« La Famille » de Suzanne Privat est un document dont j’ai entendu parler lors du VLEEL consacré au label « Les Avrils », et que j’ai tout de suite eu envie de lire.
Suzanne Privat, journaliste, a deux enfants qui ont été scolarisés dans un collège du XXe arrondissement. Chacun d’eux a eu dans sa classe des camarades qui étaient cousins entre eux, mais aussi cousins avec des enfants d’autres classes. En discutant avec des amis habitant le même quartier, elle découvre que ce phénomène de familles cousines n’est pas circonscrit aux classes de ses enfants, et que ce sont toujours les mêmes noms de famille qui reviennent.

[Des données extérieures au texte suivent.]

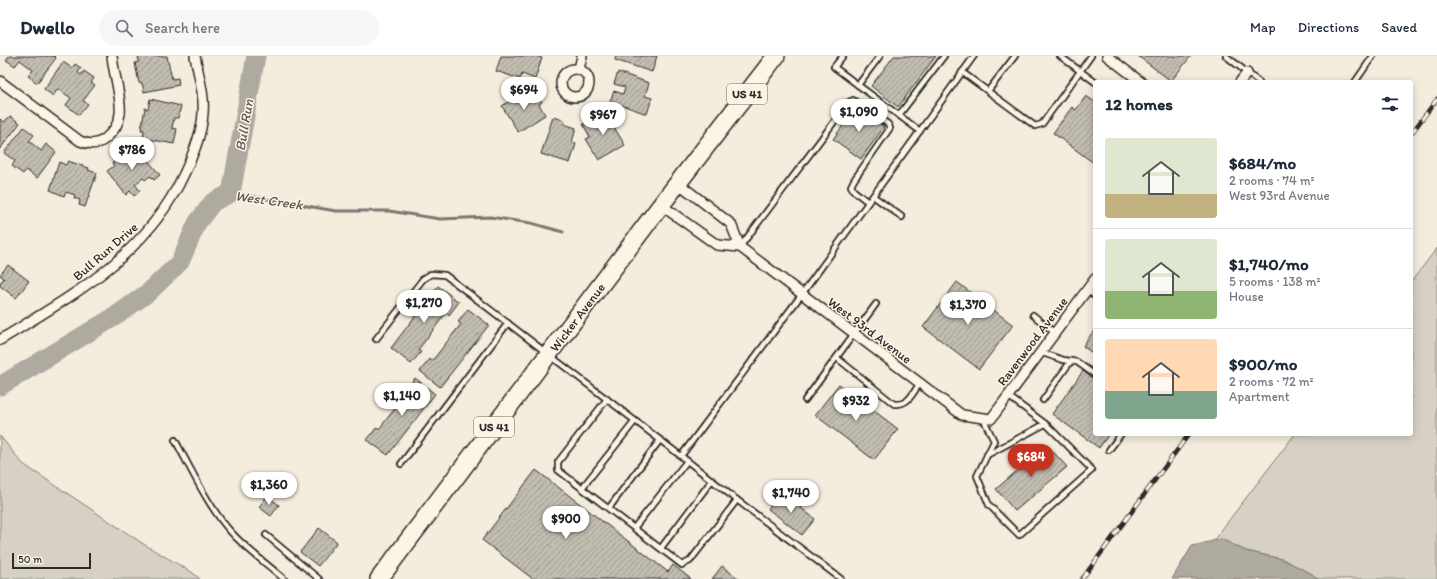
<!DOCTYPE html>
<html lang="en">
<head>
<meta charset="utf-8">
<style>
	:root { --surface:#fff; --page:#f6f6f7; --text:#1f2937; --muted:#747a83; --line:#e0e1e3; --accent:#c8321e }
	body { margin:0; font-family:Itim,sans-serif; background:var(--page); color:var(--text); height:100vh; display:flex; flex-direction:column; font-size:15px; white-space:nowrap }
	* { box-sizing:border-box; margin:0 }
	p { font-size:13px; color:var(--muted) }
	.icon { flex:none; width:22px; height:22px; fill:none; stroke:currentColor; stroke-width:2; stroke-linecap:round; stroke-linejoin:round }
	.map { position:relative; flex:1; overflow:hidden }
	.details { position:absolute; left:1093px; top:24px; width:320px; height:356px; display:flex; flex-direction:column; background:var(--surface); border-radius:4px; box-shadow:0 2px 10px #0003 }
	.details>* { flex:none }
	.scale { position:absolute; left:12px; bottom:10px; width:79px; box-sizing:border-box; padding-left:4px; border:2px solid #2b2b2b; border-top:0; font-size:11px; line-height:14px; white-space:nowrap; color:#2b2b2b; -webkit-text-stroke:3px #fcf5e5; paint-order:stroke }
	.price { position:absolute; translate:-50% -34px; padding:0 9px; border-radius:14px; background:#fff; color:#222; font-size:13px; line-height:26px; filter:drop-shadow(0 1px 2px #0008) }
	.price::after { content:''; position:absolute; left:50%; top:24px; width:12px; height:9px; margin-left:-6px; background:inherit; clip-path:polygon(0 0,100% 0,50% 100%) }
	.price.current { background:var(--accent); color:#fff }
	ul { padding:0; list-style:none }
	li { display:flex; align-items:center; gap:12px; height:100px; padding:0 12px }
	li+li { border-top:1px solid var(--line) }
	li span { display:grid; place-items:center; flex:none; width:112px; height:80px; border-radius:4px; color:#555 }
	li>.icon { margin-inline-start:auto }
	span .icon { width:48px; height:48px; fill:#fffc; stroke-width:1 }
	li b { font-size:17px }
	h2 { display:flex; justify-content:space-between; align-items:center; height:48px; padding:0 12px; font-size:17px }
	header { display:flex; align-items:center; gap:24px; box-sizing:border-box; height:56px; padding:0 20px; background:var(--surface); border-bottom:1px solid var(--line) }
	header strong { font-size:19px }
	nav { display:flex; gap:22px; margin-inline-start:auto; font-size:14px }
	.search { width:280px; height:36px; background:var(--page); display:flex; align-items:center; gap:10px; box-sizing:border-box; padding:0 14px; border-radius:22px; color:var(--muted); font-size:15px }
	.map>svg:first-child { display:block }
	.grass { fill:#d6d1c4; stroke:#807e78 }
	.water { fill:#afaaa0; stroke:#7a7771 }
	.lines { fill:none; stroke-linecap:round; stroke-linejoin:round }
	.stream { stroke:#7a7771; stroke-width:3 }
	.river { stroke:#afaaa0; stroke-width:19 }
	.building { fill:url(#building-hatch); stroke:#2b2b2b }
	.lane-casing { stroke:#2b2b2b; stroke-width:8 }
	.street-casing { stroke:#2b2b2b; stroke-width:12 }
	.highway-casing { stroke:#2b2b2b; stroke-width:20 }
	.lane { stroke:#fcf5e5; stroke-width:4.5 }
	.street { stroke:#fcf5e5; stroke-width:9 }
	.highway { stroke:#fcf5e5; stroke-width:17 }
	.rail-casing { stroke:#2b2b2b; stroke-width:4.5 }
	.rail { stroke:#fcf5e5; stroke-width:3; stroke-dasharray:9; stroke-linecap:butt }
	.labels { text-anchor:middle; stroke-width:3; stroke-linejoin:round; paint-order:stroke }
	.shield { fill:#fcf5e5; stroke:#6a6863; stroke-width:1 }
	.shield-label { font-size:12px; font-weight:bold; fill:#2b2b2b }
	.street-label { font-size:13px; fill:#2b2b2b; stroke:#fcf5e5 }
	.water-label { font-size:14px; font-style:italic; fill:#595754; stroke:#fcf5e5 }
</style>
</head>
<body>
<header>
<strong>Dwello</strong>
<div class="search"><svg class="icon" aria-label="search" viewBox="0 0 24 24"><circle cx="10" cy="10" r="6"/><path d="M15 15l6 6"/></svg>Search here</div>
<nav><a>Map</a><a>Directions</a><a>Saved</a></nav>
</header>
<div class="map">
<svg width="1437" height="523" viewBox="0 0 1437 523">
	<defs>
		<pattern id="building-hatch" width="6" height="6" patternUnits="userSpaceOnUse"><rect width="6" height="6" fill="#c2bdb1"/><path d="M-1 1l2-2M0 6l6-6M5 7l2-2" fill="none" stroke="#9e9a90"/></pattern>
	</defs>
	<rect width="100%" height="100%" fill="#f4edde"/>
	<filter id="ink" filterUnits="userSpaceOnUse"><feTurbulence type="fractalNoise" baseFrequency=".025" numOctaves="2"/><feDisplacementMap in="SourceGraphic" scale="8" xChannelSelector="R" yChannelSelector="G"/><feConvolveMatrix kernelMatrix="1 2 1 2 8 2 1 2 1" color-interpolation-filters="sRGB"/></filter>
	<g filter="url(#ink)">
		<g class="grass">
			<path d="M 1437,192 L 1437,523 L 1318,523 L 1312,518 L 1282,503 L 1246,495 L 1221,483 L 1213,485 L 1295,378 L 1411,378 L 1411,226 Z"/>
			<path d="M 0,380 L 23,408 L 145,489 L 193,517 L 200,523 L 0,523 Z"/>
		</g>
		<path class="water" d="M 1221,483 L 1246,495 L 1282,503 L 1312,518 L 1318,523 L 1172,523 L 1192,490 Z"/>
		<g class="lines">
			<path class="stream" d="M 231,137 L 336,155 L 389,155 L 440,163 L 490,161 L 531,167 L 563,176"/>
			<path class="river" d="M 0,330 L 114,261 L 149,236 L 180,206 L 197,167 L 213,146 L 231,137 L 256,0"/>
		</g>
		<g class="building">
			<path d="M 9,0 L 54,0 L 56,2 L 37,27 L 28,20 L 33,14 L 20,4 L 15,10 L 6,4 Z"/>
			<path d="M 138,0 L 167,0 L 172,23 L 178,22 L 179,29 L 144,36 L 142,27 L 139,27 L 135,7 L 139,6 Z"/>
			<path d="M 501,0 L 536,0 L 542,2 L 535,23 L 522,18 L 520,23 L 496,15 Z"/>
			<path d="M 616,0 L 657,0 L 652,16 L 615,4 Z"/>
			<path d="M 894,0 L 936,0 L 898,51 L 871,30 Z"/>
			<path d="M 1138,0 L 1191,0 L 1171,25 Z"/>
			<path d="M 63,6 L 72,12 L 75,8 L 81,12 L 78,17 L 81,19 L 84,15 L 94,22 L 91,27 L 95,29 L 83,45 L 88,48 L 79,59 L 66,49 L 71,42 L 58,33 L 53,40 L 44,33 Z"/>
			<path d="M 618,16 L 649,27 L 645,40 L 652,42 L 647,58 L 610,45 L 614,35 L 623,38 L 625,31 L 614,28 Z"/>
			<path d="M 535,36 L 542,46 L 539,48 L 545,59 L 518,76 L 502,50 L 519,39 L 522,44 Z"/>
			<path d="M 1086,40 L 1095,46 L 1095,108 L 1053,77 L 1072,51 L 1076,54 Z"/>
			<path d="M 150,43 L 181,50 L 178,62 L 174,62 L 172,72 L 177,73 L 174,88 L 143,82 L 144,74 L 141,74 L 145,52 L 148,53 Z"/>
			<path d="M 857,51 L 884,71 L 861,103 L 833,83 Z"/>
			<path d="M 604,55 L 625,89 L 599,104 L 586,83 L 590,81 L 583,68 Z"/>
			<path d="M 10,60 L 20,67 L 0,93 L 0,63 L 4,66 Z"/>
			<path d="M 553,61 L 565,64 L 564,68 L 576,72 L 572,86 L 576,88 L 570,107 L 541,98 Z"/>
			<path d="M 24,71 L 34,79 L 29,85 L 41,95 L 46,88 L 56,96 L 37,122 L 26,114 L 23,118 L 12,110 L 15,105 L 4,97 Z"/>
			<path d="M 137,91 L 160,119 L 154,124 L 150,120 L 145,124 L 143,122 L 135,128 L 140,135 L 134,140 L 130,135 L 126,139 L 107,115 L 114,110 L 112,107 L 128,94 L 130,97 Z"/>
			<path d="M 68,105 L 89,112 L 88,114 L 97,117 L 85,151 L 79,149 L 80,144 L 74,142 L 75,139 L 66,136 L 64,140 L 50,134 L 59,106 L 66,109 Z"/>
			<path d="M 8,209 L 29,225 L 16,242 L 0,230 L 0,227 L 4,222 L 0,219 Z"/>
			<path d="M 957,226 L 1013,269 L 979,313 L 923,271 Z"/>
			<path d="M 438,230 L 459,246 L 449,259 L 446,257 L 418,294 L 421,296 L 411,308 L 391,292 Z"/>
			<path d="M 468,253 L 489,269 L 440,331 L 420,315 L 430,303 L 432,305 L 461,268 L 458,266 Z"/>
			<path d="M 1095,273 L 1095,299 L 1083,290 Z"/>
			<path d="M 1083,315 L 1095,324 L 1095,378 L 1109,378 L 1099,392 L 1052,358 Z"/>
			<path d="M 415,322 L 435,338 L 388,399 L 367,384 L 377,371 L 379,373 L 408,336 L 405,335 Z"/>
			<path d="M 839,328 L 898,373 L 874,404 L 815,359 Z"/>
			<path d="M 1047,389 L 1067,411 L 1015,455 L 996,433 Z"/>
			<path d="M 536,414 L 668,516 L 673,509 L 691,523 L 533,523 L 482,484 Z"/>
			<path d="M 781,436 L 815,463 L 802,479 L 768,453 Z"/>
			<path d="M 267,440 L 279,449 L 271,460 L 259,451 Z"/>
			<path d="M 319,472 L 337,486 L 318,510 L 300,496 Z"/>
			<path d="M 722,510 L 739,523 L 712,523 Z"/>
		</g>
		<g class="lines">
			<defs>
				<g id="lane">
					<path d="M 843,0 L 834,11 L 858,29"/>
					<path d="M 880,0 L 858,29 L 920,75"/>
					<path d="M 1060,0 L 1095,26"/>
					<path d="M 1226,0 L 1259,26"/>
					<path d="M 962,16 L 1035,70 L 1042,68 L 1091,0"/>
					<path d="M 1355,26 L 1373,0"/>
					<path d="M 988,35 L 1015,0"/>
					<path d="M 899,59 L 944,0"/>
					<path d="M 873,140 L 902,161"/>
					<path d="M 740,191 L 849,46 L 853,44 L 888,68 L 890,72 L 854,124 L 851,130 L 854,135 L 868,146"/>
					<path d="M 1087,234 L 1095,240"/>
					<path d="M 1033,259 L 1055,277"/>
					<path d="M 376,283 L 423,223 L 431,218 L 445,219 L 681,400 L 802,238 L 974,0"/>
					<path d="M 1040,296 L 1063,304 L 1077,306 L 1095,319"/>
					<path d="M 837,302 L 894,348 C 909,349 912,338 920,327"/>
					<path d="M 607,343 L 558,406 L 558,414 L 682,509 L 690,505 L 737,444 L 681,400"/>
					<path d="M 805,344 L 876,248"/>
					<path d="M 1043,344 L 1071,305"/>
					<path d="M 983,362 L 994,385 L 977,420 L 989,449 L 1019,479 L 1092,414 L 1047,369 L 1008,340"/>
					<path d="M 175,384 C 191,413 209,452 231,476 C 246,493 267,508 284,523"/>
					<path d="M 1109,394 L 1121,378"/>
					<path d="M 987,399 L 1045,368"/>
					<path d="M 401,408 L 508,267"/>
					<path d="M 582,432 L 635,365"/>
					<path d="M 737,444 L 841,523"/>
					<path d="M 609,452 L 660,384"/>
					<path d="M 634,472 L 687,405"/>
					<path d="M 266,479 L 319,523"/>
					<path d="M 661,492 L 712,424"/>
				</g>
				<g id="street">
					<path d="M 1107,0 L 1141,26"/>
					<circle cx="575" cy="27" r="14"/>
					<path d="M 579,13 L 582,0"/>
					<path d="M 0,25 L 80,85 C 89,89 98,89 106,82 C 125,66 121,49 117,28 C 115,19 113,9 112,0"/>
					<path d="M 1240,26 L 1247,17"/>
					<path d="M 678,127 L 731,168 L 740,191 L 962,359 L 991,363 L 1095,223"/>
					<path d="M 661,149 L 717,189 L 740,191"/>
					<path d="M 0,284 C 73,239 146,200 184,118 C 193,99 202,78 203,57 C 205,38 198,18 195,0"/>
				</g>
				<path id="highway" d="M 379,523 L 661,149 L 776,0"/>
			</defs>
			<use href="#lane" class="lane-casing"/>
			<use href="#street" class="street-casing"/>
			<use href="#highway" class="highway-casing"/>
			<use href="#lane" class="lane"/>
			<use href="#street" class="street"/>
			<use href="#highway" class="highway"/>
			<defs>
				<g id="rail">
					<path d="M 1411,78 L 1437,43"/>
					<path d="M 1082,523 L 1189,378"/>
				</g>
			</defs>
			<use href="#rail" class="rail-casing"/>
			<use href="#rail" class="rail"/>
		</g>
	</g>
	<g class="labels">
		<g class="shield">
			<rect x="727" y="28" width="40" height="20" rx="3"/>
			<rect x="474" y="361" width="40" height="20" rx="3"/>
		</g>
		<g class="shield-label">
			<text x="747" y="42">US 41</text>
			<text x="494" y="375">US 41</text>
		</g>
		<g class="street-label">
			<text transform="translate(105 195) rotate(-41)" y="5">Bull Run Drive</text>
			<text transform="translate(577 261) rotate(-53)" y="5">Wicker Avenue</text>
			<text transform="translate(870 274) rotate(37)" y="5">West 93rd Avenue</text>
			<text transform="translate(1032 285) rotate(-53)" y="5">Ravenwood Avenue</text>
		</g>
		<g class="water-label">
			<text transform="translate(244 69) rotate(-80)" y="5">Bull Run</text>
			<text transform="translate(269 144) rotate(8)" y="5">West Creek</text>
		</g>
	</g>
</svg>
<div class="scale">50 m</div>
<b class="price" style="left:524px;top:55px">$694</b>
<b class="price" style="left:859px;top:77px">$1,090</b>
<b class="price" style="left:603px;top:80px">$967</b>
<b class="price" style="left:132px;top:115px">$786</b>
<b class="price" style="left:424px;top:268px">$1,270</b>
<b class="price" style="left:968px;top:270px">$1,370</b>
<b class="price" style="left:402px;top:361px">$1,140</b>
<b class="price" style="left:856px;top:366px">$932</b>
<b class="price current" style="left:1031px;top:422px">$684</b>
<b class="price" style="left:269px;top:450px">$1,360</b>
<b class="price" style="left:791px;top:458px">$1,740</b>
<b class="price" style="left:566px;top:484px">$900</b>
<section class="details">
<h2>12 homes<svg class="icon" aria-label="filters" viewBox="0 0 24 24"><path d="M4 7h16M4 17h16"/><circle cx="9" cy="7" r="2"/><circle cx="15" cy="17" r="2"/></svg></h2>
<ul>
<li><span style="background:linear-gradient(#dfe7d0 70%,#c2b280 0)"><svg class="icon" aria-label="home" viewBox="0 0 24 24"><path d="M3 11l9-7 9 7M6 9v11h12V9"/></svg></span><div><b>$684/mo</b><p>2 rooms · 74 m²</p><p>West 93rd Avenue</p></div></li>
<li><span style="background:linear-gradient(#dfe7d0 65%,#8fb573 0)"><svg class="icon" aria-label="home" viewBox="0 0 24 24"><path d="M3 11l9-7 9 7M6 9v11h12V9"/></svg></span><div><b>$1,740/mo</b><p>5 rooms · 138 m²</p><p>House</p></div></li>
<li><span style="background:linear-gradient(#ffd9b3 65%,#7fa58c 0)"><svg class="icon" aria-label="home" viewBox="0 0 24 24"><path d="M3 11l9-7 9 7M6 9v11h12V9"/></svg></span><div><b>$900/mo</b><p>2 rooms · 72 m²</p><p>Apartment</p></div></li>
</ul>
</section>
</div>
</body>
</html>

Cela éveille son étonnement et sa curiosité, et elle décide d’enquêter, d’abord sur Internet, en tapant les quelques noms qu’elle a relevés: elle tombe sur des articles de journaux datant des années 60, des podcasts sur un mystérieux kibboutz à Pardailhan, un arbre généalogique, et des profils sur les réseaux sociaux… en déroulant la pelote de laine, elle met à jour une histoire assez incroyable, celle d’une poignée de familles issues du jansénisme convulsionnaire qui se sont alliées il y a deux cents ans. Depuis 1892, et jusqu’à ce jour, ce groupe, appelé « La Famille » s’est restreint à huit familles…qui se marient entre elles et vivent – majoritairement dans les XIXe et XXe arrondissements – selon des règles qui leur sont propres.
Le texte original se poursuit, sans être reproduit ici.